[131]: Voyez pl. 181. On a abattu, pour former cette place, le séminaire Saint-Sulpice, une partie de la rue Férou et quelques maisons de la rue du Pot-de-Fer. Au milieu de ce grand espace, on avoit élevé une fontaine, dont les dimensions étoient visiblement trop petites pour la place et pour le monument; elle vient d'être enlevée et transportée dans l'enceinte du marché Saint-Germain. Le nouveau séminaire Saint-Sulpice occupe, à droite, toute la partie latérale de cette nouvelle place qui est loin d'être encore terminée. (Voyez l'article [Monuments nouveaux] à la fin de ce volume.)
[132]: Il a été remplacé depuis peu par un nouvel autel d'une composition plus simple et plus heureuse. (Voy. l'article [Monuments nouveaux].)

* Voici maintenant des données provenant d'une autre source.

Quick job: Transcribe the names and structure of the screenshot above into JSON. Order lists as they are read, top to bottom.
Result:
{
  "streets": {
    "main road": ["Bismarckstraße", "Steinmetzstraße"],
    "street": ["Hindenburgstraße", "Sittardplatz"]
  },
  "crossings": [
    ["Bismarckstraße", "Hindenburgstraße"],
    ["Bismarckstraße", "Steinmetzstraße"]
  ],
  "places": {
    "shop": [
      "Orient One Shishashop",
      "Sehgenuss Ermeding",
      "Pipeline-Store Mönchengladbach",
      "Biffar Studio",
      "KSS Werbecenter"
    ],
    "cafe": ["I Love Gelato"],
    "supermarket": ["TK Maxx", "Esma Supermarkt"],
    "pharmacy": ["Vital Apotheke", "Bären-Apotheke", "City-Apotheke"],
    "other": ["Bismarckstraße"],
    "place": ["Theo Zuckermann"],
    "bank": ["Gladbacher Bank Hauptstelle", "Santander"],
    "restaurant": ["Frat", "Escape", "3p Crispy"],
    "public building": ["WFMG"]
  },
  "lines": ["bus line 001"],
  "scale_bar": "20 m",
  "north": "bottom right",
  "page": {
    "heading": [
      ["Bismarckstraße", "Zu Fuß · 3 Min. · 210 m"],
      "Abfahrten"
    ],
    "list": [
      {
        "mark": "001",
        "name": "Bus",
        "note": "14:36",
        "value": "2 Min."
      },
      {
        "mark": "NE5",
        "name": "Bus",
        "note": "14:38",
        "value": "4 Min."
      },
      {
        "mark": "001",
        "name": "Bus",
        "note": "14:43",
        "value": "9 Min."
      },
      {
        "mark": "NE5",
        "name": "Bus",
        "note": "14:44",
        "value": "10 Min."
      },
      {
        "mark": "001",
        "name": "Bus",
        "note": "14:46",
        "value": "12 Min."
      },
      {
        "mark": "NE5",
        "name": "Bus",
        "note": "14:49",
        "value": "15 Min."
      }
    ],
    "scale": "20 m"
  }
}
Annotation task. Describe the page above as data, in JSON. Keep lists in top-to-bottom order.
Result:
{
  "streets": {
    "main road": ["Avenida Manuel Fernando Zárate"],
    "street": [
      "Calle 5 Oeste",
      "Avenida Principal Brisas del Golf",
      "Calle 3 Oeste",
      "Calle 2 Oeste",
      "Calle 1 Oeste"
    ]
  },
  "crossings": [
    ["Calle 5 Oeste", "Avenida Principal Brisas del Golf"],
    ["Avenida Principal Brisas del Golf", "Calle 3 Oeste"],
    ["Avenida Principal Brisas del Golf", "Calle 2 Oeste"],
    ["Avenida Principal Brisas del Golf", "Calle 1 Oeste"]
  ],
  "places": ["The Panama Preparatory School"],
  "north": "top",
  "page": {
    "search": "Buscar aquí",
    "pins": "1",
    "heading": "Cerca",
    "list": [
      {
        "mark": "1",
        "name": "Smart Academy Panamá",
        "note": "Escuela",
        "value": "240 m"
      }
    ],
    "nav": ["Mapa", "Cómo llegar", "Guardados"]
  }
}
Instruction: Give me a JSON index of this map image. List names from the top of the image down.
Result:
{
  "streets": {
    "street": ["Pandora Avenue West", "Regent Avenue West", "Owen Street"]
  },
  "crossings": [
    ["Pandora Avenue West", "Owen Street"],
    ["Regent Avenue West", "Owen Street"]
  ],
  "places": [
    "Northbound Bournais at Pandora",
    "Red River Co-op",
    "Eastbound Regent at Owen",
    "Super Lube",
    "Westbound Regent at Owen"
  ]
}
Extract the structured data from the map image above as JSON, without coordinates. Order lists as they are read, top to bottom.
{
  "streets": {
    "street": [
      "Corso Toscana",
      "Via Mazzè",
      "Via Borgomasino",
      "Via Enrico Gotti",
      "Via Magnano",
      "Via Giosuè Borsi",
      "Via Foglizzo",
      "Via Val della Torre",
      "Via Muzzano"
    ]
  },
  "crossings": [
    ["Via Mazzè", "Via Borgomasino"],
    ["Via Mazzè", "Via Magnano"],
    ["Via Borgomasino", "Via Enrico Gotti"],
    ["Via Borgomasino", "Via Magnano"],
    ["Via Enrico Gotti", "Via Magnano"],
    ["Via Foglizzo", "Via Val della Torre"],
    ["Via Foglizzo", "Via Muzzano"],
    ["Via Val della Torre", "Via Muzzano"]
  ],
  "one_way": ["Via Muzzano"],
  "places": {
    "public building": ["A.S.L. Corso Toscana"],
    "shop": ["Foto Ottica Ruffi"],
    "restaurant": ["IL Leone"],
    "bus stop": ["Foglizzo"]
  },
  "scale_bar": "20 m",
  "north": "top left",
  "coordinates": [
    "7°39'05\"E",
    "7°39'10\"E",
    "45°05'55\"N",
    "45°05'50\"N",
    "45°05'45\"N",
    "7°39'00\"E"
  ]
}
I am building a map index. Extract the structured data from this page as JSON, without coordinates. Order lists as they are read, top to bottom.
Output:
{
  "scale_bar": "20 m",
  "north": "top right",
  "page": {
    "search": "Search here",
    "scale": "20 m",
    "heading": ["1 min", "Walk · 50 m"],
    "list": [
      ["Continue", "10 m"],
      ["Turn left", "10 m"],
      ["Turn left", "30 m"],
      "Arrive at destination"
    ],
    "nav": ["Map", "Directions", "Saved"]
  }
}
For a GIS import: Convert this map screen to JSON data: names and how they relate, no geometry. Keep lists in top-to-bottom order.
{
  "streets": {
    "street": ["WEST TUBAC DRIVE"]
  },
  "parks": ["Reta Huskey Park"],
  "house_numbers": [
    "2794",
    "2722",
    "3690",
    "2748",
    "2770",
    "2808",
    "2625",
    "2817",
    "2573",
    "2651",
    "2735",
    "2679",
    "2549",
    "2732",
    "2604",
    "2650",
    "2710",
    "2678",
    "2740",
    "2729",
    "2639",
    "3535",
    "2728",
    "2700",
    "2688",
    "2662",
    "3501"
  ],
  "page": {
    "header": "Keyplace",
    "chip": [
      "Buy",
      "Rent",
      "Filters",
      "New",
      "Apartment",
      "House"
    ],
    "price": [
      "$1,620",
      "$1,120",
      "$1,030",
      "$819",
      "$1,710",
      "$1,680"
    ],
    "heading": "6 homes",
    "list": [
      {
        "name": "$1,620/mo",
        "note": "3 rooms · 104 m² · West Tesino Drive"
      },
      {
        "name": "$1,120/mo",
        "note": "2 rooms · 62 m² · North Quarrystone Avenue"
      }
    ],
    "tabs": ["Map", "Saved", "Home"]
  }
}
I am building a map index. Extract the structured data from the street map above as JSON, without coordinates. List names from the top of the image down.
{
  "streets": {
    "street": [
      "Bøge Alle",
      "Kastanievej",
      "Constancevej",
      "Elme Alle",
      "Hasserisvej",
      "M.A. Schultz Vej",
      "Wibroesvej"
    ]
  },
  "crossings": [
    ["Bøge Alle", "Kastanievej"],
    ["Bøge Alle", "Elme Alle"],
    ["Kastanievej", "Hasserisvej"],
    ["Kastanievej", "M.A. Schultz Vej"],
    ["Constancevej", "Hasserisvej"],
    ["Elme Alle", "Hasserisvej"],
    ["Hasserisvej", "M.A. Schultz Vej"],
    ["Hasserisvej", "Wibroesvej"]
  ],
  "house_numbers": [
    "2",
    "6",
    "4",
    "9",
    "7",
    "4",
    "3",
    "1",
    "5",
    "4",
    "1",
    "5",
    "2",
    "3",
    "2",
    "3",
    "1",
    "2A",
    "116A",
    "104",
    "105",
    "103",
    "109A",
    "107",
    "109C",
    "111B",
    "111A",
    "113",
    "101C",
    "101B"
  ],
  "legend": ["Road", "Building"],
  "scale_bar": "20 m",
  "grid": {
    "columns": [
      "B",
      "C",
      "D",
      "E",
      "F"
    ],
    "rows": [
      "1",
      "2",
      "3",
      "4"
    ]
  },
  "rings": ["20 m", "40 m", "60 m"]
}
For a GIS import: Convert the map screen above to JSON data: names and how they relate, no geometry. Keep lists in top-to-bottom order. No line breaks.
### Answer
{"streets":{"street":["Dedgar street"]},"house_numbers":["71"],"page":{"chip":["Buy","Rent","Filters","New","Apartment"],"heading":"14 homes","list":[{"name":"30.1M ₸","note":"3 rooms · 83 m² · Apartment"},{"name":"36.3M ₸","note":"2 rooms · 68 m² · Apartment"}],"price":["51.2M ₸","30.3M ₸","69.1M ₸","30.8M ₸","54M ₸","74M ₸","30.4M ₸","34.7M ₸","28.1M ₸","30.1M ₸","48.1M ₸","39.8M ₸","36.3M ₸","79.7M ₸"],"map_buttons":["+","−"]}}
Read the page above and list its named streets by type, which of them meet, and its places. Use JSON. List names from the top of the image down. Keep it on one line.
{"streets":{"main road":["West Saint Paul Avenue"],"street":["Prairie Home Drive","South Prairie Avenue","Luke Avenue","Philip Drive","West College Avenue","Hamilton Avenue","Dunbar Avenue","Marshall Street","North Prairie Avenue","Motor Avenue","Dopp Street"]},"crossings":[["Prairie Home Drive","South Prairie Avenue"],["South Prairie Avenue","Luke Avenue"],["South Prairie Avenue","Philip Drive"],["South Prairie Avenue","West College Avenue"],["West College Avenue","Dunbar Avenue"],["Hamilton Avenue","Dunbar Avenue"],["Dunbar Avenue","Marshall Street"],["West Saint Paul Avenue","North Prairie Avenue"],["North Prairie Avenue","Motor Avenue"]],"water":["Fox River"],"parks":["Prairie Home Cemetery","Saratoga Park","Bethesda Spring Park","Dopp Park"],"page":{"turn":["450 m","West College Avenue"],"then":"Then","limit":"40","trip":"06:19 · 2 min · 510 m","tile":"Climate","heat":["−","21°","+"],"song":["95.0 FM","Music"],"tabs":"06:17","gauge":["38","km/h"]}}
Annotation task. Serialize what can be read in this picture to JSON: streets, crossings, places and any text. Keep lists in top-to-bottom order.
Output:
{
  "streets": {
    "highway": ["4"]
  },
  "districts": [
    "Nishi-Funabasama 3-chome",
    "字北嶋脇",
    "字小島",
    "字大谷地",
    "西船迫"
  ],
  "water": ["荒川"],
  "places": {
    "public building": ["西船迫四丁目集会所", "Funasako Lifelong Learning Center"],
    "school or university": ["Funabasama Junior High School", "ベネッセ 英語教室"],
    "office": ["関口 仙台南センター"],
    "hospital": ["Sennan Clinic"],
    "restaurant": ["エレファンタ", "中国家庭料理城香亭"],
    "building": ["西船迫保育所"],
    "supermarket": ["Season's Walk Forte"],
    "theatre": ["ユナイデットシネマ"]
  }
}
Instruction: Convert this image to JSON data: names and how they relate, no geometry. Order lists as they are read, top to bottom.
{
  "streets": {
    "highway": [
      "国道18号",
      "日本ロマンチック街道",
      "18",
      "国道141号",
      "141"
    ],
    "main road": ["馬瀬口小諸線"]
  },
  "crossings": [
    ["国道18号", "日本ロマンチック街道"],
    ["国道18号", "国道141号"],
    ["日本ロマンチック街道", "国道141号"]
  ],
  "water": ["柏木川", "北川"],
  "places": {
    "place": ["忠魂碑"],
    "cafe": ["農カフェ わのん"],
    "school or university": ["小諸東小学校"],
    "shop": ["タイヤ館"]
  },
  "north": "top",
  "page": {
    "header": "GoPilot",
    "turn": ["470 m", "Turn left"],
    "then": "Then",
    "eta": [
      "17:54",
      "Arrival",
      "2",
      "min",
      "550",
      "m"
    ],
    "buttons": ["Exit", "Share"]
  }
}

[133]: La coupole de cette chapelle avoit été fort endommagée par l'incendie de la foire Saint-Germain, arrivé au mois de mars 1763.
[134]: Voyez pl. 182.
[135]: La seconde coupole, élevée après l'incendie, a été peinte par Callet.
[136]: Cet autel étoit, dans le principe, recouvert d'un baldaquin doré d'une très grande dimension, mais suspendu par trois cordes visibles, ce qui étoit de l'effet le plus ridicule. On ne tarda pas à s'en apercevoir, et le baldaquin fut supprimé.
[137]: Ces statues ainsi placées sur des culs-de-lampes, à dix pieds au dessus du sol, offroient à l'œil un porte-à-faux effrayant, et produisoient un effet peu agréable à l'œil. Enlevées de cette église pendant le régime révolutionnaire, elles viennent de lui être rendues, et ont repris la même place qu'elles occupoient auparavant et sur les mêmes culs-de-lampes. Il eût été possible, puisque l'occasion s'en présentoit, de les disposer plus heureusement.
[138]: M. Languet avoit obtenu de la piété des fidèles des sommes assez considérables pour faire exécuter en argent la statue de la Vierge, sur un modèle de Bouchardon, et dans une proportion de six pieds; mais la richesse de la matière exigeant une surveillance continuelle, on prit le parti de lui substituer la Vierge en marbre dont nous venons de parler. La Vierge d'argent, renfermée alors dans la sacristie, a été détruite pendant la révolution; quant à celle de Pigale, on l'a replacée dans sa niche, au milieu de sa gloire et de tous les autres accessoires dont elle étoit d'abord entourée. Il est difficile de voir de plus médiocres sculptures et des ornemens d'un plus mauvais goût.
[139]: Son portrait, dans un médaillon de marbre, avoit été déposé aux Petits-Augustins.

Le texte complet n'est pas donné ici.